FBOs can be seen as this bridge between religious institutions and the state – and in this sense, they are also controversial. Charitable choice provisions did make it possible for congregations to receive funds from the state directly. So, where does this leave us with? Are FBOs just proxies for the state and have the freedom to do their work, as long as they donot proselytize?

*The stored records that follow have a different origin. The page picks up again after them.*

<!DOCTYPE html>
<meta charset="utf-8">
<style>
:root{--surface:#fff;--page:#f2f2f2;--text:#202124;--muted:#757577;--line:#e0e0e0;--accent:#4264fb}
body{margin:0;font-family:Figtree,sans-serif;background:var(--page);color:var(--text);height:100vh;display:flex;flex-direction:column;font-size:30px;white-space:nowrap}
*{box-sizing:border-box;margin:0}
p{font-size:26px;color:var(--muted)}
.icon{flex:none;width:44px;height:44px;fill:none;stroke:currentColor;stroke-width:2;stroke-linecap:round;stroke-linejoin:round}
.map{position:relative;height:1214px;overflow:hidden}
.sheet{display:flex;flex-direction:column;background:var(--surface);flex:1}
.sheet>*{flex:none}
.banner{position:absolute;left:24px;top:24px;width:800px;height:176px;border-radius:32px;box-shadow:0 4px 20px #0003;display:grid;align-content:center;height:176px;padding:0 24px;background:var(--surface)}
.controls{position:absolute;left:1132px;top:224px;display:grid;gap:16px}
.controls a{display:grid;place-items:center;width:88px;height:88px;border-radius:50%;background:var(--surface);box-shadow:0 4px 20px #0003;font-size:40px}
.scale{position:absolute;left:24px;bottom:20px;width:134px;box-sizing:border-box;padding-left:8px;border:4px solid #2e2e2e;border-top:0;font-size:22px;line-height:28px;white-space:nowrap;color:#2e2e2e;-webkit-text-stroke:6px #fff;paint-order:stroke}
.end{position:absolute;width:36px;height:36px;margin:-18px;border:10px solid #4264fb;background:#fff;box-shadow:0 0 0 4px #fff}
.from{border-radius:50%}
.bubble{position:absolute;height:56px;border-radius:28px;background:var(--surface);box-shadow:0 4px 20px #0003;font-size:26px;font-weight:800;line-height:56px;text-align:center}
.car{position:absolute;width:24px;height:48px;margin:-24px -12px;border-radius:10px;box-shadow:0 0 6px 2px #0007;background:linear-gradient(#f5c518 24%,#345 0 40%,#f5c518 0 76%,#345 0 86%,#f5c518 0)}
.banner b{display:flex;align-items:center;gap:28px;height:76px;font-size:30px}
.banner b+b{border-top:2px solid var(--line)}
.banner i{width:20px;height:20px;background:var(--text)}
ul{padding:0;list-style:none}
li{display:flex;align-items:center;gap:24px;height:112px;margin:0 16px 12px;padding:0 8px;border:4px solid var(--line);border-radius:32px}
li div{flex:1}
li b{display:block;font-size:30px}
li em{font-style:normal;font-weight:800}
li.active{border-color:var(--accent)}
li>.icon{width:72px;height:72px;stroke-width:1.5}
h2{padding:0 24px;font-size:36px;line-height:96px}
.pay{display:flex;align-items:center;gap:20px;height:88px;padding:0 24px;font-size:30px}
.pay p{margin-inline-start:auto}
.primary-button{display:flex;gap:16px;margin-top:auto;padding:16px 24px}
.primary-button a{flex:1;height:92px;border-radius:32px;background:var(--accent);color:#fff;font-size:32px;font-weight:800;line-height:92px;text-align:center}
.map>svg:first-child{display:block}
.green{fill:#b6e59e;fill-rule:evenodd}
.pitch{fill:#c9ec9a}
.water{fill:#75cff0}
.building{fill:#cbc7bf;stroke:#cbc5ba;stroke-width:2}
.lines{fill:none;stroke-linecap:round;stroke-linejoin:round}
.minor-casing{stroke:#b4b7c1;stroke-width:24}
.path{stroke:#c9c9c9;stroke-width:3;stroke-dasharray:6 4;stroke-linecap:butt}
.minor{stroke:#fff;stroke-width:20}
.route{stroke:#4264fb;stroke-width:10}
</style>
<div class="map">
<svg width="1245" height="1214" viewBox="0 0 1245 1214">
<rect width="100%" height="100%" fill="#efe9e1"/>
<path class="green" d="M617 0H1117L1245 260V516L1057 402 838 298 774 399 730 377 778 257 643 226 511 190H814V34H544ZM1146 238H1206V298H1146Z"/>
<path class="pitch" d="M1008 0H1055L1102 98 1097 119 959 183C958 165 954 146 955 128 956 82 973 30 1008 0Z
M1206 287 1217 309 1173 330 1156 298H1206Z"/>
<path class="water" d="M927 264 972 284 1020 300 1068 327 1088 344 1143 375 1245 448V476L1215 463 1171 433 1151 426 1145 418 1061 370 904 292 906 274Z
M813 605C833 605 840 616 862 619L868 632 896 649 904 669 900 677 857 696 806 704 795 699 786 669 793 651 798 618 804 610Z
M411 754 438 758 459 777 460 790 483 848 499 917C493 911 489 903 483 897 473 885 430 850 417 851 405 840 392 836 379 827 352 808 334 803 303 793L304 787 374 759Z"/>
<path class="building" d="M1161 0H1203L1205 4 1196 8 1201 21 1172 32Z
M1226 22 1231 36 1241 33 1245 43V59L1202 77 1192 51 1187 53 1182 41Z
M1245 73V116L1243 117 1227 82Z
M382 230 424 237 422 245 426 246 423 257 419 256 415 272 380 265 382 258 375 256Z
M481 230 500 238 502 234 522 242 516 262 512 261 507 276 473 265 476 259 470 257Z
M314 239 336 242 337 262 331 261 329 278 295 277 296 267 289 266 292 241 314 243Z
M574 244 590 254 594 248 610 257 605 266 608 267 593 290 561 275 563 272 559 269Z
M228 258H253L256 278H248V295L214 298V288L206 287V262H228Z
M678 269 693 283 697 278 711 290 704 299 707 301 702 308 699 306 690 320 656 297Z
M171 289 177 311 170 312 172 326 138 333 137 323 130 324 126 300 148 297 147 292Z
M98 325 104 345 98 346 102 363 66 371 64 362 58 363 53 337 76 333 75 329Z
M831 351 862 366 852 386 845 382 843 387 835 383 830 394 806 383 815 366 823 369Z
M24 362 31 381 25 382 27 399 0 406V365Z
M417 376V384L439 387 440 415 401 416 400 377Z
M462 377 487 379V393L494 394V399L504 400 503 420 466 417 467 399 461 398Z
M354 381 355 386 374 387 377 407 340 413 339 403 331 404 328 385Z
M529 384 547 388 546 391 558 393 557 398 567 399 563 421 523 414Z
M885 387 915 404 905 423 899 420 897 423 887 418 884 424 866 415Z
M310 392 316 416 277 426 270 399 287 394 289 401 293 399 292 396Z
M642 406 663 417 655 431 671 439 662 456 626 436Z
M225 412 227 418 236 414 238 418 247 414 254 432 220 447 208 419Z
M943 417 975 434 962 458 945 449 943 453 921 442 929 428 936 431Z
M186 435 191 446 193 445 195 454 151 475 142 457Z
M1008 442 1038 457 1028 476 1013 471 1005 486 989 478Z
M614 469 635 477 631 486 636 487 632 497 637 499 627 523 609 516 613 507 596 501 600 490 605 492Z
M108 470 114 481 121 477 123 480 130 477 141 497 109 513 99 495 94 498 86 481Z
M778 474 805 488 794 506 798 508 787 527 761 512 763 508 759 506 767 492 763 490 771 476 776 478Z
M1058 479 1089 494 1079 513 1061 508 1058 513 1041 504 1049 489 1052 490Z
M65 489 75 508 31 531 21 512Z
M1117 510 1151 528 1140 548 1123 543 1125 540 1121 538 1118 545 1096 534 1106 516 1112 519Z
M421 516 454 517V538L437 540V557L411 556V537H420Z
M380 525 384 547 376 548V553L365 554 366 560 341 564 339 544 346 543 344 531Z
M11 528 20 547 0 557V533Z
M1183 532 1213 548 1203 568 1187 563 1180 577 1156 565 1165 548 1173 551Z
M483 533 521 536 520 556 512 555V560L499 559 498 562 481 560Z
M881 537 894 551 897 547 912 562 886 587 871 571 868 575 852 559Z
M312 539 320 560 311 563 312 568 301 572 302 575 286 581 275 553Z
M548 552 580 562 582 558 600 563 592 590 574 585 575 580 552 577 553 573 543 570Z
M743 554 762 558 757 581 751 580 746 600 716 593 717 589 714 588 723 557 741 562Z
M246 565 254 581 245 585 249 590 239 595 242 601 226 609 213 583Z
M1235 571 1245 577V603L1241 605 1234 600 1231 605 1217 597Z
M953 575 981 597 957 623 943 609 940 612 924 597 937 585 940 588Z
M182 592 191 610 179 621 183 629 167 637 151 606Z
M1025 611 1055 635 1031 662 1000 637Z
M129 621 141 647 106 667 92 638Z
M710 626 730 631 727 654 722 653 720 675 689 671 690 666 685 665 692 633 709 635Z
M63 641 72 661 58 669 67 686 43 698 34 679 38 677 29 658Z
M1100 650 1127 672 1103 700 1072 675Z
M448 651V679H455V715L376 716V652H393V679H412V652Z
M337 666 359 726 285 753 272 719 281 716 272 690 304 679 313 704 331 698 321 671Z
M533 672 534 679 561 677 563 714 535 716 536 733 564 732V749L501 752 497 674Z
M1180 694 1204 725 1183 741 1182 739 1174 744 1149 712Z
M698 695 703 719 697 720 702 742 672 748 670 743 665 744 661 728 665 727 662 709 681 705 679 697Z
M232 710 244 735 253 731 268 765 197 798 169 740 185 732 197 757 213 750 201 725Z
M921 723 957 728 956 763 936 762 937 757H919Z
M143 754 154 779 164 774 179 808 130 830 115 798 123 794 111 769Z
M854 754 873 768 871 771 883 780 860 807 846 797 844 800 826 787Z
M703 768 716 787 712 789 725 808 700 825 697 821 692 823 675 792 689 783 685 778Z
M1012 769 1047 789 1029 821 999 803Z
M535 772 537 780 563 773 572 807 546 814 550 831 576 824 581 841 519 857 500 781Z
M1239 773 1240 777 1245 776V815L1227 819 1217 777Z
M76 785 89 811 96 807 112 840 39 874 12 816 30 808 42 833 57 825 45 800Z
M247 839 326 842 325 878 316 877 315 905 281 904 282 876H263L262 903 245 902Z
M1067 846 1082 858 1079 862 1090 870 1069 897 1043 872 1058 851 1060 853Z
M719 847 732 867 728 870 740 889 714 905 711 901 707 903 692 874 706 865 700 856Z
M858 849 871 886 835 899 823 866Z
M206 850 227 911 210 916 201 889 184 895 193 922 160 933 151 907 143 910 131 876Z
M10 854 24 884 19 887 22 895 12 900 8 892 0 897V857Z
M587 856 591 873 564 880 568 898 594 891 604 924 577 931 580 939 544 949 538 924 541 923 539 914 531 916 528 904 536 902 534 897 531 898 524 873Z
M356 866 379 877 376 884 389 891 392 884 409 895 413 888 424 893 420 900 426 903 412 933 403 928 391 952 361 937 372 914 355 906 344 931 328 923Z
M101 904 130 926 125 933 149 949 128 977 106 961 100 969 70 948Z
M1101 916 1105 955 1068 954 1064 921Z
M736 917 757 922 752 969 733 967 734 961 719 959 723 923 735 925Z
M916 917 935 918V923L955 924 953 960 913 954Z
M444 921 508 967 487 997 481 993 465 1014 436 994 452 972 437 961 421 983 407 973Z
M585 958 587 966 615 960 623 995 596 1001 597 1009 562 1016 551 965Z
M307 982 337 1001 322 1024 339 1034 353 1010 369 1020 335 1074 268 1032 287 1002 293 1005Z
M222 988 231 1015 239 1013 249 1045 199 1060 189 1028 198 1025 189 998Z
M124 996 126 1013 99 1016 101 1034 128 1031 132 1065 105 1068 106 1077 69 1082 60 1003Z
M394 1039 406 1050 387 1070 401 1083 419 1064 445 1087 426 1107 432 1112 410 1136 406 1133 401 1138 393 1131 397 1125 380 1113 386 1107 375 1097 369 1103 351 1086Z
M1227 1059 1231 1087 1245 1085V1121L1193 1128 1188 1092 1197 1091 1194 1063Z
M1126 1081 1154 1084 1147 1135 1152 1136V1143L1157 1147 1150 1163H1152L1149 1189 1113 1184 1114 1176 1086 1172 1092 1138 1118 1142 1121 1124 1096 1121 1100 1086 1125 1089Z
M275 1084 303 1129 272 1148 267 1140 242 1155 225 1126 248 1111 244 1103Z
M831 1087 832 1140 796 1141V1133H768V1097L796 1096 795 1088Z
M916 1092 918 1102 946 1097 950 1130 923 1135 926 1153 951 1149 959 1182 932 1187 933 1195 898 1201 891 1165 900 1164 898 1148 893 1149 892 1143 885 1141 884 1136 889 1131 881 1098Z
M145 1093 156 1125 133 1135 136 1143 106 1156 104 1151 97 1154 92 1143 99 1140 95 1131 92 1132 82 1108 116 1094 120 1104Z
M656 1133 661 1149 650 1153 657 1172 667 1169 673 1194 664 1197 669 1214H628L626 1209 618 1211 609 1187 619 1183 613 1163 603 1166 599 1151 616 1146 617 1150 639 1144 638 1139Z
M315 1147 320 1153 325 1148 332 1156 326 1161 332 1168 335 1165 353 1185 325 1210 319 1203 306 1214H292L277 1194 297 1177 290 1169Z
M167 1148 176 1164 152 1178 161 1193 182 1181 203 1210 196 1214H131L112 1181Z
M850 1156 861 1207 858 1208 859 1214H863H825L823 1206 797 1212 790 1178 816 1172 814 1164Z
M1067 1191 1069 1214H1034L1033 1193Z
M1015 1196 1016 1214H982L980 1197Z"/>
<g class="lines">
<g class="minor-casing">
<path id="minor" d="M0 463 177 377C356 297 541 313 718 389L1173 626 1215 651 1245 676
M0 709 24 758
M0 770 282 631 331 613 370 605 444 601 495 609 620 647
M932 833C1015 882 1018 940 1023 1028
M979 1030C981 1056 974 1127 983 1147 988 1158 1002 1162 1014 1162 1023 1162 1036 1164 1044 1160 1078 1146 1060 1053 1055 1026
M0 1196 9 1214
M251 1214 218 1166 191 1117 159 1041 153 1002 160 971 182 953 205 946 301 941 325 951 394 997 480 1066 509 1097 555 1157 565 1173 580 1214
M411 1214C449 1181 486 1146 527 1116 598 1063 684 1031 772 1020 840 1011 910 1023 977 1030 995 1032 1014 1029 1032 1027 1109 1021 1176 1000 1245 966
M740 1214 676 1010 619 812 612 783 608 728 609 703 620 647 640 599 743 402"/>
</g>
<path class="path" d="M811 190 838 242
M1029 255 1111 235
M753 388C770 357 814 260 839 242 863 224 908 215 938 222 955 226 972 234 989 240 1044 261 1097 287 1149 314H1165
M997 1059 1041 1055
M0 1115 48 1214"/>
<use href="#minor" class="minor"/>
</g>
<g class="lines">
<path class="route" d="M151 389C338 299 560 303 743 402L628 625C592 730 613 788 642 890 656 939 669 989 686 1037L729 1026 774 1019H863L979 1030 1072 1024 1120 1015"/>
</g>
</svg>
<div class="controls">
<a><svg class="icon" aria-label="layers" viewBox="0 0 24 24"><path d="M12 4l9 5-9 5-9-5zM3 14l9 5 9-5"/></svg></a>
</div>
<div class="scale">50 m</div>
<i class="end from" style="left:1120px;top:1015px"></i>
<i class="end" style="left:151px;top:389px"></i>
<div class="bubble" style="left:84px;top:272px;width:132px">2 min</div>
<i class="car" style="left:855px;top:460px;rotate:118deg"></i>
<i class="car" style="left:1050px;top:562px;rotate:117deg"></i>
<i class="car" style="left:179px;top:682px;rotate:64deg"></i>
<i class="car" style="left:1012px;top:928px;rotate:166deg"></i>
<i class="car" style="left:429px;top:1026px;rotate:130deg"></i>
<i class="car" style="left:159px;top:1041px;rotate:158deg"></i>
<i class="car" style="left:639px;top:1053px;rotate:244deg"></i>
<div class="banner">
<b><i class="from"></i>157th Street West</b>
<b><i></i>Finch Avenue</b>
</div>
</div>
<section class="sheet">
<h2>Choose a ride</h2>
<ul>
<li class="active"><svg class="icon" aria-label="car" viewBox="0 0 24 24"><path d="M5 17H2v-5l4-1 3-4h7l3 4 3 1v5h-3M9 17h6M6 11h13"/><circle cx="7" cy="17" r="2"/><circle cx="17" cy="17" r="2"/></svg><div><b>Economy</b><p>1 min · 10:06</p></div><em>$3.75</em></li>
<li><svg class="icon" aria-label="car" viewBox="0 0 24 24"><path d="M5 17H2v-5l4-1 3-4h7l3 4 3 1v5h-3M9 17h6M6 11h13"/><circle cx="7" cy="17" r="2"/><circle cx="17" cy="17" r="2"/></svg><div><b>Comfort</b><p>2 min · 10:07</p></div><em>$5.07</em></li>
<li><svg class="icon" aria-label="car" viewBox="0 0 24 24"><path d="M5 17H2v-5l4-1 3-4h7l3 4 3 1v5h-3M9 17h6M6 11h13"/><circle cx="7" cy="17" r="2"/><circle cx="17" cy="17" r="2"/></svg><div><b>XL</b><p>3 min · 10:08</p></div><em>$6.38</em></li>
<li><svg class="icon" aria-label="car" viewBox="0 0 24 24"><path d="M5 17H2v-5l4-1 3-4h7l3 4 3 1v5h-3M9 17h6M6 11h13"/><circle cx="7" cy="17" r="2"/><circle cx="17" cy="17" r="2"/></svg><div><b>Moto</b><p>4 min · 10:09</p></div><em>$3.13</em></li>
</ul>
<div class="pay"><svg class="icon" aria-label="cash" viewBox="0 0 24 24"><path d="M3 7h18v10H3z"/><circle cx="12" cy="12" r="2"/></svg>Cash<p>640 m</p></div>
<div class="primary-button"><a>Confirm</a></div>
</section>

One of the ways to think of them is how Robert Wuthnow has argued – that is to look at them as organizations, who just have a different mission; but for all practical purposes, function as other secular organizations. A much deeper examination of organizational theory and dynamics is warranted here, and I will deal with that in another blog post. For now, suffice it to say that though there are different degrees of how much faith informs the mission of an FBO, not all are out to push their ‘religious’ agenda, as one would fear. There is some evidence that

So, in conclusion, I think there is space for FBOs in the public sphere and by extrapolation, for the expression of religion in the public sphere. Much good has come from religious expression too. Beyond the psychological explanation that Carl Jung pointed out. And for practical reasons – both at the level of individual and group identity, they are playing a key role in American society. When it comes to issues of social justice, equality and taking care of the vulnerable, FBOs are known to do a good job-infact, a better job than government agencies, as Robert Wuthnow and Ram Cnaan have pointed out in their research. FBOs can be helpful in solving many of our problems, but only if they do not end up promoting their own brand of religion/ sectarian ideology. This is critical for those recipients of their services, who do not agree with their ideology, to feel they are not being pressured.